The pragmatic dwarf cleric simply walked away from the fight and began exploring, asking everyone to just leave and outrun the damn thing. Not wanting to leave loose ends behind, the rogue finally struck it with a fatal blow, which left us a chance to loot an additional keystone from the wight’s charred remains.

Not wanting to keep slogging through aimlessly any longer, we used the portals to pass through the gatehouse and back into an entry point at the Ooze Grottos, following a hunch I had about the Augmentation Chambers.

Appearing nearby, we first encountered a bizarre column of red ooze, with a Red Wizard embedded inside. My druid approached and somehow took acid damage just by being near it (following a Charisma save?), so we all pretty much went around it with a shrug. Next we entered a white room, with another wizard who had become merged with oozes. In fact, the whole room was an ooze, and as it began to lash at us, our pragmatic (and after encounters in the Far Realm Cysts, rather insane) dwarf cleric was able to somehow understand the composite creature’s babbling. He struck an agreement with it; in exchange for leading others to become consumed and absorbed by the ooze (including the rest of the party when we’re done), the ooze-room allowed us to pass through, and produced the robes of previously consumed Red Wizards to use as a disguise.

Donning the robes to look like a cadre of Red Wizards (and their pet tiger, I guess), we stepped into the Augmentation chamber to see undead fussing over vats of roiling goo, to some hideous purpose. From a curtain along one of the walls, our most perceptive party member spotted a face peeking out briefly, which belonged to a female Red Wizard of apparently some importance.

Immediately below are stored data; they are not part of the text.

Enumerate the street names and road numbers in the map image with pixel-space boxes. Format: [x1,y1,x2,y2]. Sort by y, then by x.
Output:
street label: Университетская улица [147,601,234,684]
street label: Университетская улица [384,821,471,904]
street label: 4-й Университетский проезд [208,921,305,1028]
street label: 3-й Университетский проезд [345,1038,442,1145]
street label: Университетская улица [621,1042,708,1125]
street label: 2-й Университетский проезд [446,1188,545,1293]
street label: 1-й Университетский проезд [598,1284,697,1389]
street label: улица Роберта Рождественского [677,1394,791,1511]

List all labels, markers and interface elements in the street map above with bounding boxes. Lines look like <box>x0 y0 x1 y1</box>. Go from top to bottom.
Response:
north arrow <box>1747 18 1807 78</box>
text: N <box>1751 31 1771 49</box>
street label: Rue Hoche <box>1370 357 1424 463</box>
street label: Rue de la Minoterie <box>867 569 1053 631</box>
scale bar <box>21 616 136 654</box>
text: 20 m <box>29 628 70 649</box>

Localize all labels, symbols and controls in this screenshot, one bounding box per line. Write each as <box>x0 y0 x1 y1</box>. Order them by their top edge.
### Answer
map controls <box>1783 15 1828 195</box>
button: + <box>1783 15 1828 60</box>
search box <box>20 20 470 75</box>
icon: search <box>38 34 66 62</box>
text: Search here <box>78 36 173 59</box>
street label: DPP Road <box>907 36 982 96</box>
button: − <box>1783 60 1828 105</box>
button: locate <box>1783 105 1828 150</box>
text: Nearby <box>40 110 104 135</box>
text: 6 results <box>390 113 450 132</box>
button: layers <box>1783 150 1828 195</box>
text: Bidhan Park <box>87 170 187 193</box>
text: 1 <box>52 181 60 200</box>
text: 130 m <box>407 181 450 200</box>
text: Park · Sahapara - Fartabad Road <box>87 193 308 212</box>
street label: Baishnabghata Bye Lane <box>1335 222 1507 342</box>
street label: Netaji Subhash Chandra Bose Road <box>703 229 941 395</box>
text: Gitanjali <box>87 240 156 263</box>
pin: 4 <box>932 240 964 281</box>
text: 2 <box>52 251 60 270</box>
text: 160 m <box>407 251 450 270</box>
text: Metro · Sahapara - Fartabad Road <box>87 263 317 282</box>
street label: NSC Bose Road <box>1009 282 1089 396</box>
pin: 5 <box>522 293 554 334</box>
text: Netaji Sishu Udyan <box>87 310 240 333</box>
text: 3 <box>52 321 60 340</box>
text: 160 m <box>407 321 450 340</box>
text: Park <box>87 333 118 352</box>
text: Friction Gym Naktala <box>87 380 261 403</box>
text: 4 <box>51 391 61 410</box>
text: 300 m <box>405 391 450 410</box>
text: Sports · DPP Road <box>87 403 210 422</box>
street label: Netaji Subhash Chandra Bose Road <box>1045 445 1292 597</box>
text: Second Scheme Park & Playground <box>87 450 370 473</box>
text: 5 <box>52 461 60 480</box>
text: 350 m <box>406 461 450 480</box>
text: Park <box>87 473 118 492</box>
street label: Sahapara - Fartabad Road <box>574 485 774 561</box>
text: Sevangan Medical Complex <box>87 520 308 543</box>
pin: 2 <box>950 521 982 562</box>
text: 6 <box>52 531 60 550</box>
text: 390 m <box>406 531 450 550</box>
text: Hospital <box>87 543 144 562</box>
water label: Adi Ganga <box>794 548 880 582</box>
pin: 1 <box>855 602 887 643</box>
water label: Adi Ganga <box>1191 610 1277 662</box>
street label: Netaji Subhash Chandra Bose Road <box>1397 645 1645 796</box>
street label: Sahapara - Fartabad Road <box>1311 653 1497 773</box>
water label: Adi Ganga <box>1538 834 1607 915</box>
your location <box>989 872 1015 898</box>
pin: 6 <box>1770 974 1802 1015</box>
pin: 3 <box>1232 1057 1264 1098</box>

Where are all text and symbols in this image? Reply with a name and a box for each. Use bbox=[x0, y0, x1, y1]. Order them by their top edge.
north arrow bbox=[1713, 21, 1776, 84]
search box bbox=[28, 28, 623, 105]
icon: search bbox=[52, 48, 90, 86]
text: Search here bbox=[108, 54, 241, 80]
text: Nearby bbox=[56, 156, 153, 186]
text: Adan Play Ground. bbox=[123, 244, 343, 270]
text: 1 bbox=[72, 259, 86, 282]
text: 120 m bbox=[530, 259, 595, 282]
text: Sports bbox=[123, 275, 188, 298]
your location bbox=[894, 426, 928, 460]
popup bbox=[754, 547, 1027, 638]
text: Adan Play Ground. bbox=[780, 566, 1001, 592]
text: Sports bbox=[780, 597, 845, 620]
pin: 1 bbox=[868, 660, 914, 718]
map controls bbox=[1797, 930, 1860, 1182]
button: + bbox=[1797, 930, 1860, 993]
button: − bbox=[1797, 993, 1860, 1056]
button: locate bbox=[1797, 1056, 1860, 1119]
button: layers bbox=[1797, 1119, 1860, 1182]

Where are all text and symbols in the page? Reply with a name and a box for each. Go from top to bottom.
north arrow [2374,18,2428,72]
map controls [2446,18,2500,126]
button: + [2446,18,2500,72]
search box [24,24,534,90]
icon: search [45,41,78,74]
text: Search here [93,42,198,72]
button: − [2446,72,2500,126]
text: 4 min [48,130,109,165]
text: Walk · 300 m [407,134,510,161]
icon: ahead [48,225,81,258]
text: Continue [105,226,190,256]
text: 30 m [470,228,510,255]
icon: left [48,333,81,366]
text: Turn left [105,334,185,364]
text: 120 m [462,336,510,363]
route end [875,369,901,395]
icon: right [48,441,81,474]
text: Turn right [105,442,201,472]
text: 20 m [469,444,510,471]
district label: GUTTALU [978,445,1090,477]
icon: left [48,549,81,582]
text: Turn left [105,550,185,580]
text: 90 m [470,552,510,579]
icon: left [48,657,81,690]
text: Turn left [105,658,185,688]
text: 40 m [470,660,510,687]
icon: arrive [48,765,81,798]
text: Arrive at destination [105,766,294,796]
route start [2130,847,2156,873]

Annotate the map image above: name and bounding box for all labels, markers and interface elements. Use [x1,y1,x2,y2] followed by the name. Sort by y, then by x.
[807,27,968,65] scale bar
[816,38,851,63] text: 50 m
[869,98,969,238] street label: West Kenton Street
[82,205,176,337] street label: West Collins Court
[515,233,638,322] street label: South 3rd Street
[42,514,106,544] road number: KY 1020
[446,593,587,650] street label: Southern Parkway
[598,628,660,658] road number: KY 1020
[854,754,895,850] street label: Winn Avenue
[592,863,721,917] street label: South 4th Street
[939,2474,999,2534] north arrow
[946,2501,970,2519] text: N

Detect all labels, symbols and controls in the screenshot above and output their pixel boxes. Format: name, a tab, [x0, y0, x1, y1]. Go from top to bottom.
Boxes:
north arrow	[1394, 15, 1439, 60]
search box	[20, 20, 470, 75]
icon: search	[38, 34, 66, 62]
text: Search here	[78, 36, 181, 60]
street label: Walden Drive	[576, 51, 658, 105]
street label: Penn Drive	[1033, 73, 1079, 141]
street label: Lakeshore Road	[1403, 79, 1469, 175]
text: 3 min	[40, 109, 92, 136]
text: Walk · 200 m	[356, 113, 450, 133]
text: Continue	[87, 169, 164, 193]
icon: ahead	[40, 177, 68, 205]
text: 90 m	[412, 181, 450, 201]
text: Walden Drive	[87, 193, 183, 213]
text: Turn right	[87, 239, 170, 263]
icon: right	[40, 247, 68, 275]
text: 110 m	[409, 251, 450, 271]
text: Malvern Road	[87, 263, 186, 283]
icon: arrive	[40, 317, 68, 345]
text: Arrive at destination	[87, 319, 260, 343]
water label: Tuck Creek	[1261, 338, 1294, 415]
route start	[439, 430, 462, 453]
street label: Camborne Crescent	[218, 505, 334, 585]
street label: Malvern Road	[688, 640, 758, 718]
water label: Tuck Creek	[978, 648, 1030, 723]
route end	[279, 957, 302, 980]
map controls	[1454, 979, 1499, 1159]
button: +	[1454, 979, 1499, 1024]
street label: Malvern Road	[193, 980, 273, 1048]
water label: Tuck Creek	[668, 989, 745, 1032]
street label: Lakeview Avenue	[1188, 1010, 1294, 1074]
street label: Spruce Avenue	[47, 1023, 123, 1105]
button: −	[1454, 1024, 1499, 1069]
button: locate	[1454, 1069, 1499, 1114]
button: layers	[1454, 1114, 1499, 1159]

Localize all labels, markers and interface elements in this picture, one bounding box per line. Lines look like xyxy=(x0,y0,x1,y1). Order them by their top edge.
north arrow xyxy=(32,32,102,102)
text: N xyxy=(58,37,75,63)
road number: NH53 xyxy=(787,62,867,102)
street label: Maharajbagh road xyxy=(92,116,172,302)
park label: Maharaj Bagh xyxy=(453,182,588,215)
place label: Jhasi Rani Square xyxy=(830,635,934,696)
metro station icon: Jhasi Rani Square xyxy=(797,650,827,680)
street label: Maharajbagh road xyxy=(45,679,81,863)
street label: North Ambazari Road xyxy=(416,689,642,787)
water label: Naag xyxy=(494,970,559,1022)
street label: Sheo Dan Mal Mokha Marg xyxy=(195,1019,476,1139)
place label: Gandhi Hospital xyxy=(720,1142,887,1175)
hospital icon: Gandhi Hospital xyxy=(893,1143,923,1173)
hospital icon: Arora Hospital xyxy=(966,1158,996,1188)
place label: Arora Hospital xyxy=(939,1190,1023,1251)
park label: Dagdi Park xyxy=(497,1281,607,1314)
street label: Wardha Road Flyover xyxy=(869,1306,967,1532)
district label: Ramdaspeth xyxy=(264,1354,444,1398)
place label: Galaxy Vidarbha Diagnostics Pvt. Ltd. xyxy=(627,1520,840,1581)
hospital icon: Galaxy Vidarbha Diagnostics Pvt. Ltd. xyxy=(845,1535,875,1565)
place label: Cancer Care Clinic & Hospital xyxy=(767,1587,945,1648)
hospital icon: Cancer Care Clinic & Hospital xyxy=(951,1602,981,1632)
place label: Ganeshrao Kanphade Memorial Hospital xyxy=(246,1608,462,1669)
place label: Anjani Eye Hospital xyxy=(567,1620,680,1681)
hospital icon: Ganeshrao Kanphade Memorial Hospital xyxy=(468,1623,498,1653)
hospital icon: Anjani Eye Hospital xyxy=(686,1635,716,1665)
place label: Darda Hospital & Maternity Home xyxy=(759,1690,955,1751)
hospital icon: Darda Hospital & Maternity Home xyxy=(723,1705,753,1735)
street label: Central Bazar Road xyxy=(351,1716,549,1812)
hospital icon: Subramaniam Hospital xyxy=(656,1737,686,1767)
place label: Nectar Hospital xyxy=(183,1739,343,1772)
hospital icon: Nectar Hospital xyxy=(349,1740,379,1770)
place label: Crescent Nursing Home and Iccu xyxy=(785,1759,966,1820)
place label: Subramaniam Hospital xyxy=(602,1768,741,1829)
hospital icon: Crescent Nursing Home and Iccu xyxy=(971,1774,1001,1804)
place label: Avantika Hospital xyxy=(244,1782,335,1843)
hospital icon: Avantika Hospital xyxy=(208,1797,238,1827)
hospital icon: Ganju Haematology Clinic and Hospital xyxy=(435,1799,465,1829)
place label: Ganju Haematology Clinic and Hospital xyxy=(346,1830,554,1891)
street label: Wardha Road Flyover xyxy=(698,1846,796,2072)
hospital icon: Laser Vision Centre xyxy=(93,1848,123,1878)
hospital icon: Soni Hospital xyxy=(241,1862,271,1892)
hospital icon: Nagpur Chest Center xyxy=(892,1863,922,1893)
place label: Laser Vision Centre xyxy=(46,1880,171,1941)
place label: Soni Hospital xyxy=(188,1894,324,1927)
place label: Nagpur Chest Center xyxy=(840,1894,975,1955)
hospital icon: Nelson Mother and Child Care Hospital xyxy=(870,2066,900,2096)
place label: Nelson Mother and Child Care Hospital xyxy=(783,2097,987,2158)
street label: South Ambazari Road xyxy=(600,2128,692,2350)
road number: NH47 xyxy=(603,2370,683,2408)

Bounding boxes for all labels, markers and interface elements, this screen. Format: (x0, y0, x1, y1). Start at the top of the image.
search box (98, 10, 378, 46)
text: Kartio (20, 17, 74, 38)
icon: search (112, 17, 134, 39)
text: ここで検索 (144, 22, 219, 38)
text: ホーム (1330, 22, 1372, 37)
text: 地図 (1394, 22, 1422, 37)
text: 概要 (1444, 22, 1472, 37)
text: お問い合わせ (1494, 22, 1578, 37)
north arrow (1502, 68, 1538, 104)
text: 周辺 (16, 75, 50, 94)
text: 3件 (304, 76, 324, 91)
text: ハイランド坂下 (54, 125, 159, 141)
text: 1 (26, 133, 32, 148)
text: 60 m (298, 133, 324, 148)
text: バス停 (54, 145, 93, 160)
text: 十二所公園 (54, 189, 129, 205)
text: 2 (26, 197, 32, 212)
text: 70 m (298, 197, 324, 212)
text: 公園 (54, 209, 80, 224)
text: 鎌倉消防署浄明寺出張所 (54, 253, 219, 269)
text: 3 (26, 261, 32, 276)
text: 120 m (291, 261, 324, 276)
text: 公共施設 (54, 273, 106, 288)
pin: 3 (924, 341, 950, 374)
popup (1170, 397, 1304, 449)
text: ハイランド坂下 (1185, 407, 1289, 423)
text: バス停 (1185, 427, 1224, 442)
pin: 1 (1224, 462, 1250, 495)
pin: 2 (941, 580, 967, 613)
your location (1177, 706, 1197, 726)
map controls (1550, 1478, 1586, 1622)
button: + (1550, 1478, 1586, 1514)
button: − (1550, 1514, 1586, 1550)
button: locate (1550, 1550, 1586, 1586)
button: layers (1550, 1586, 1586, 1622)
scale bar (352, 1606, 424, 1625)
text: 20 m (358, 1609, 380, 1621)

To be continued next week….

Dead in Thay: Session 4

HomePage_DnDLogoWe had our first genuine player character death last night at Dead in Thay, and I would have been disappointed if it didn’t happen.

This week was “Room 10.” In the Dead in Thay megadungeon, Room 10 should be known as a killer. The party is 6th level, and they open a door and there’s a lich and four of its guards, waiting for them.